[Start of section]

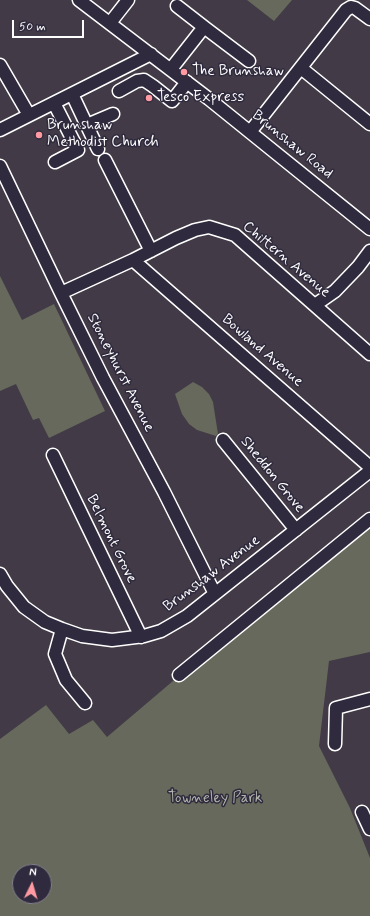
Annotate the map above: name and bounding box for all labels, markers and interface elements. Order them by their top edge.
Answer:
scale bar [14,12,86,38]
text: 50 m [19,19,46,35]
place label: The Brunshaw [192,63,284,81]
marker: The Brunshaw [179,67,189,77]
place label: Tesco Express [157,89,244,107]
marker: Tesco Express [144,93,154,103]
street label: Brunshaw Road [248,107,336,183]
place label: Brunshaw Methodist Church [47,117,159,152]
marker: Brunshaw Methodist Church [34,130,44,140]
street label: Chiltern Avenue [238,218,334,302]
street label: Stoneyhurst Avenue [82,311,158,435]
street label: Bowland Avenue [218,311,306,391]
street label: Sheddon Grove [236,433,308,517]
street label: Belmont Grove [82,492,140,586]
street label: Brunshaw Avenue [160,532,264,616]
park label: Towneley Park [168,790,262,808]
north arrow [12,864,52,904]
text: N [29,866,37,880]

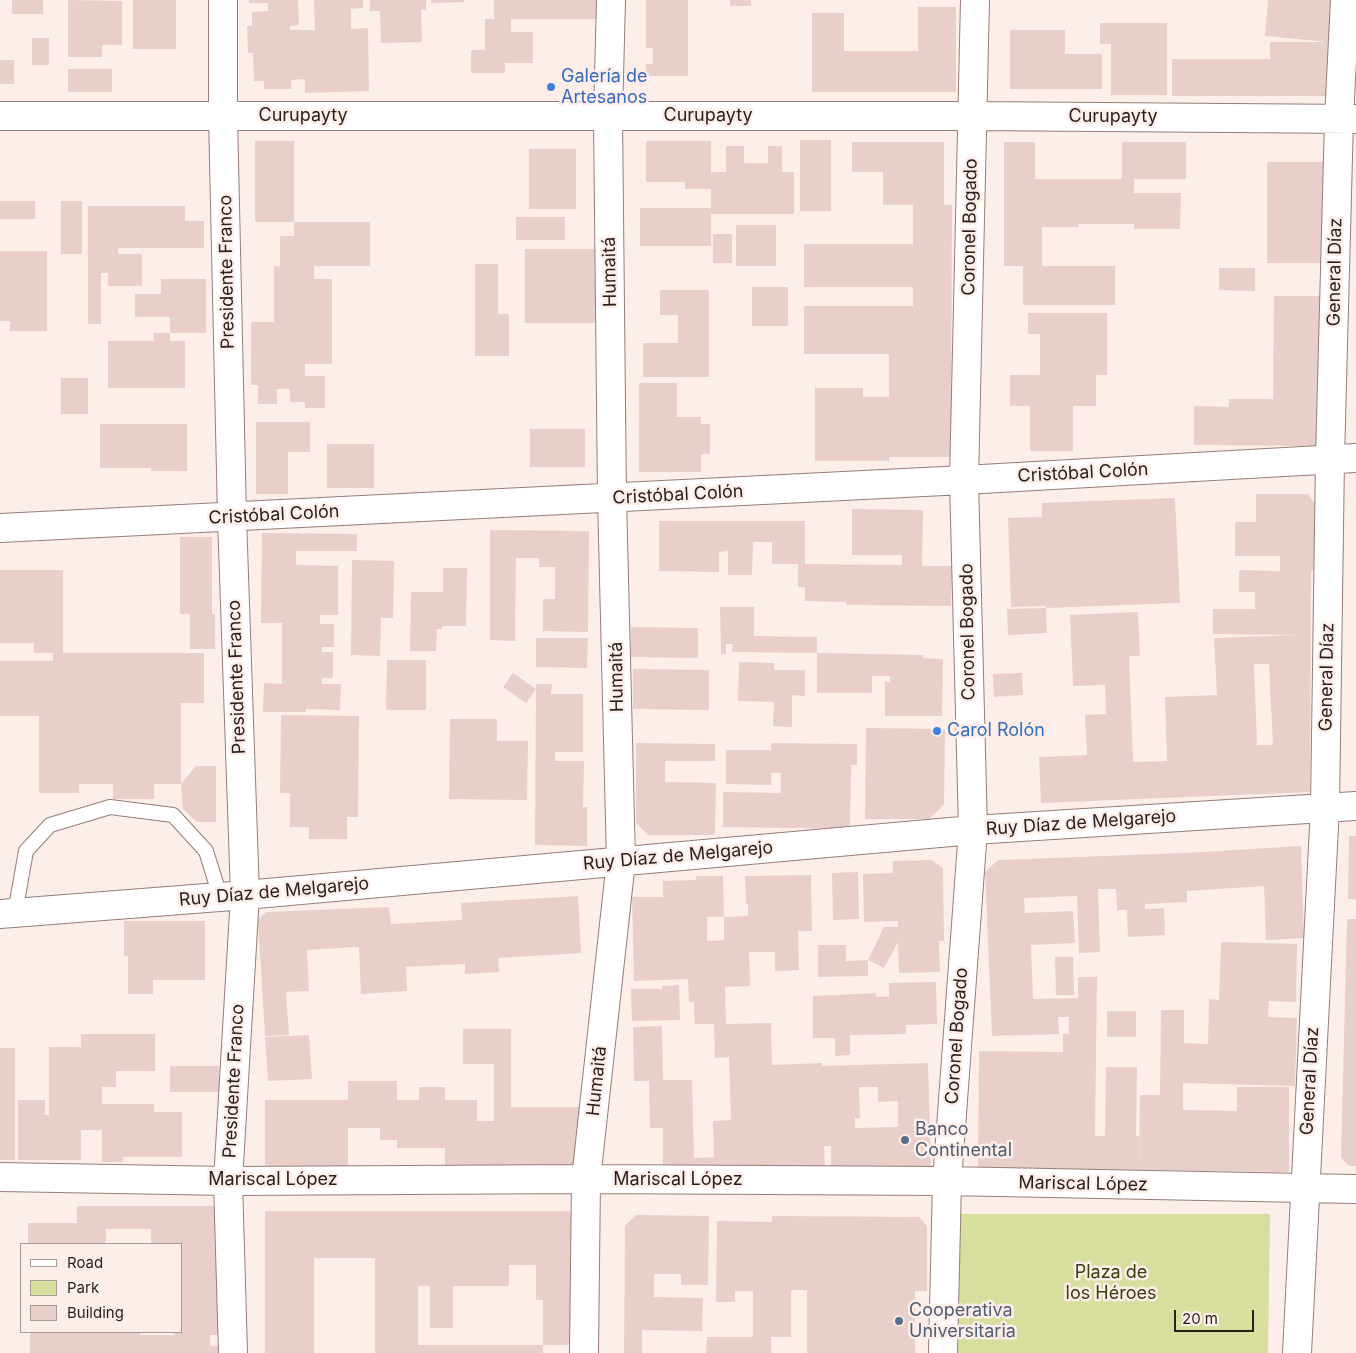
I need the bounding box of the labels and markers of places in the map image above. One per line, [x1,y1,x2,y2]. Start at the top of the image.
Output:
place label: Galería de Artesanos [561,66,647,108]
marker: Galería de Artesanos [545,81,557,93]
place label: Carol Rolón [947,720,1045,742]
marker: Carol Rolón [931,725,943,737]
place label: Banco Continental [915,1119,1012,1162]
marker: Banco Continental [899,1134,911,1146]
place label: Cooperativa Universitaria [909,1300,1016,1342]
marker: Cooperativa Universitaria [893,1315,905,1327]

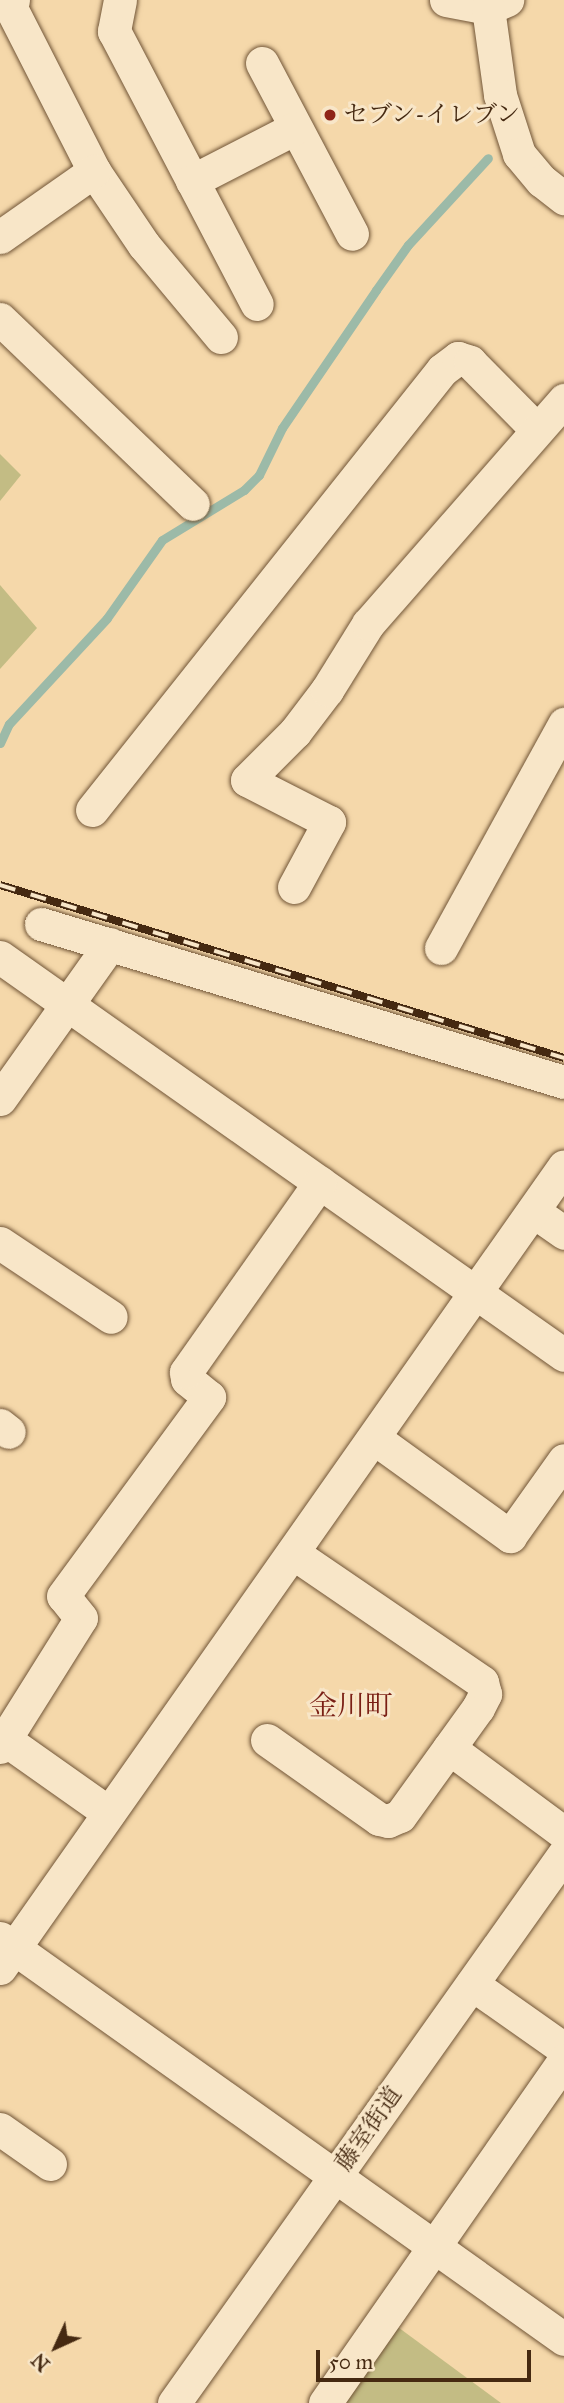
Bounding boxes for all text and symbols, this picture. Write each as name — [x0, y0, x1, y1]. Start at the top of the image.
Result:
place label: セブン-イレブン — [344, 101, 522, 129]
marker: セブン-イレブン — [322, 107, 338, 123]
district label: 金川町 — [309, 1689, 393, 1723]
street label: 藤室街道 — [330, 2081, 408, 2177]
north arrow — [21, 2312, 91, 2382]
scale bar — [319, 2336, 534, 2380]
text: N — [27, 2348, 55, 2376]
text: 50 m — [329, 2349, 373, 2375]

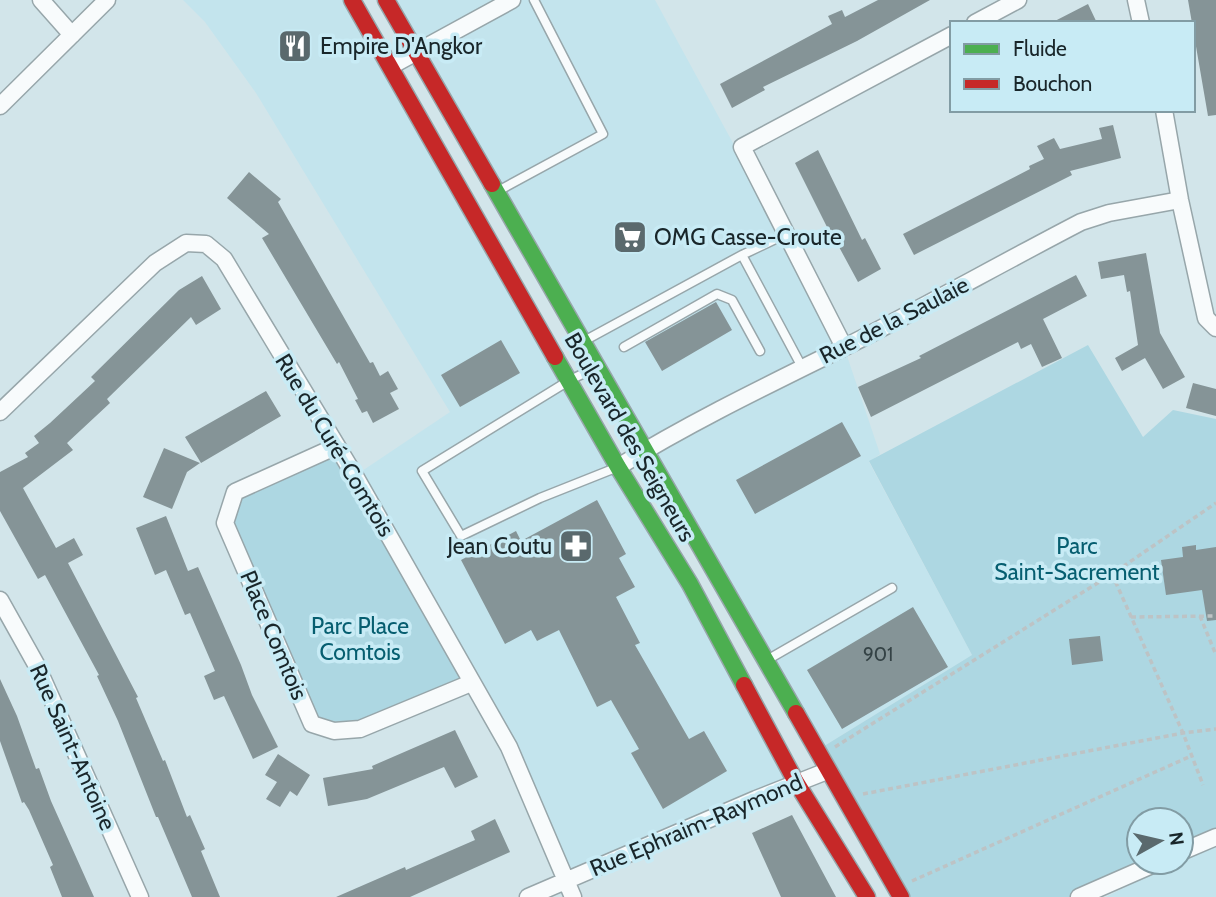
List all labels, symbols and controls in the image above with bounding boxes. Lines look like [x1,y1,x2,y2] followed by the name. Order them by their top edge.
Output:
[950,21,1195,112] legend
[276,27,314,65] restaurant icon: Empire D'Angkor
[320,32,483,60] place label: Empire D'Angkor
[1013,36,1067,61] text: Fluide
[1013,71,1092,96] text: Bouchon
[611,218,649,256] supermarket icon: OMG Casse-Croute
[654,223,842,251] place label: OMG Casse-Croute
[815,270,973,370] street label: Rue de la Saulaie
[559,327,701,547] street label: Boulevard des Seigneurs
[269,349,401,541] street label: Rue du Curé-Comtois
[557,527,595,565] pharmacy icon: Jean Coutu
[446,532,552,560] place label: Jean Coutu
[994,532,1160,586] park label: Parc Saint-Sacrement
[234,566,314,704] street label: Place Comtois
[311,612,409,666] park label: Parc Place Comtois
[863,643,893,666] house number: 901
[24,660,122,835] street label: Rue Saint-Antoine
[586,768,806,882] street label: Rue Ephraim-Raymond
[1125,806,1195,876] north arrow
[1164,830,1189,847] text: N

[End of section]

- HOW TO COMPLETE THIS TASK
What you write should match the entries exactly, except that the pictures are dropped.

- WRITTEN SOLUTION
Annotate the map above: name and bounding box for all labels, markers and interface elements. Order them by their top edge.
Answer:
scale bar [14,12,86,38]
text: 50 m [19,19,46,35]
place label: The Brunshaw [192,63,284,81]
marker: The Brunshaw [179,67,189,77]
place label: Tesco Express [157,89,244,107]
marker: Tesco Express [144,93,154,103]
street label: Brunshaw Road [248,107,336,183]
place label: Brunshaw Methodist Church [47,117,159,152]
marker: Brunshaw Methodist Church [34,130,44,140]
street label: Chiltern Avenue [238,218,334,302]
street label: Stoneyhurst Avenue [82,311,158,435]
street label: Bowland Avenue [218,311,306,391]
street label: Sheddon Grove [236,433,308,517]
street label: Belmont Grove [82,492,140,586]
street label: Brunshaw Avenue [160,532,264,616]
park label: Towneley Park [168,790,262,808]
north arrow [12,864,52,904]
text: N [29,866,37,880]

I need the bounding box of the labels and markers of places in the map image above. One per line, [x1,y1,x2,y2]. Start at the top of the image.
Output:
place label: Galería de Artesanos [561,66,647,108]
marker: Galería de Artesanos [545,81,557,93]
place label: Carol Rolón [947,720,1045,742]
marker: Carol Rolón [931,725,943,737]
place label: Banco Continental [915,1119,1012,1162]
marker: Banco Continental [899,1134,911,1146]
place label: Cooperativa Universitaria [909,1300,1016,1342]
marker: Cooperativa Universitaria [893,1315,905,1327]

Bounding boxes for all text and symbols, this picture. Write each as name — [x0, y0, x1, y1]. Start at the top of the image.
Result:
place label: セブン-イレブン — [344, 101, 522, 129]
marker: セブン-イレブン — [322, 107, 338, 123]
district label: 金川町 — [309, 1689, 393, 1723]
street label: 藤室街道 — [330, 2081, 408, 2177]
north arrow — [21, 2312, 91, 2382]
scale bar — [319, 2336, 534, 2380]
text: N — [27, 2348, 55, 2376]
text: 50 m — [329, 2349, 373, 2375]

List all labels, symbols and controls in the image above with bounding boxes. Lines look like [x1,y1,x2,y2] followed by the name. Order them by their top edge.
Output:
[950,21,1195,112] legend
[276,27,314,65] restaurant icon: Empire D'Angkor
[320,32,483,60] place label: Empire D'Angkor
[1013,36,1067,61] text: Fluide
[1013,71,1092,96] text: Bouchon
[611,218,649,256] supermarket icon: OMG Casse-Croute
[654,223,842,251] place label: OMG Casse-Croute
[815,270,973,370] street label: Rue de la Saulaie
[559,327,701,547] street label: Boulevard des Seigneurs
[269,349,401,541] street label: Rue du Curé-Comtois
[557,527,595,565] pharmacy icon: Jean Coutu
[446,532,552,560] place label: Jean Coutu
[994,532,1160,586] park label: Parc Saint-Sacrement
[234,566,314,704] street label: Place Comtois
[311,612,409,666] park label: Parc Place Comtois
[863,643,893,666] house number: 901
[24,660,122,835] street label: Rue Saint-Antoine
[586,768,806,882] street label: Rue Ephraim-Raymond
[1125,806,1195,876] north arrow
[1164,830,1189,847] text: N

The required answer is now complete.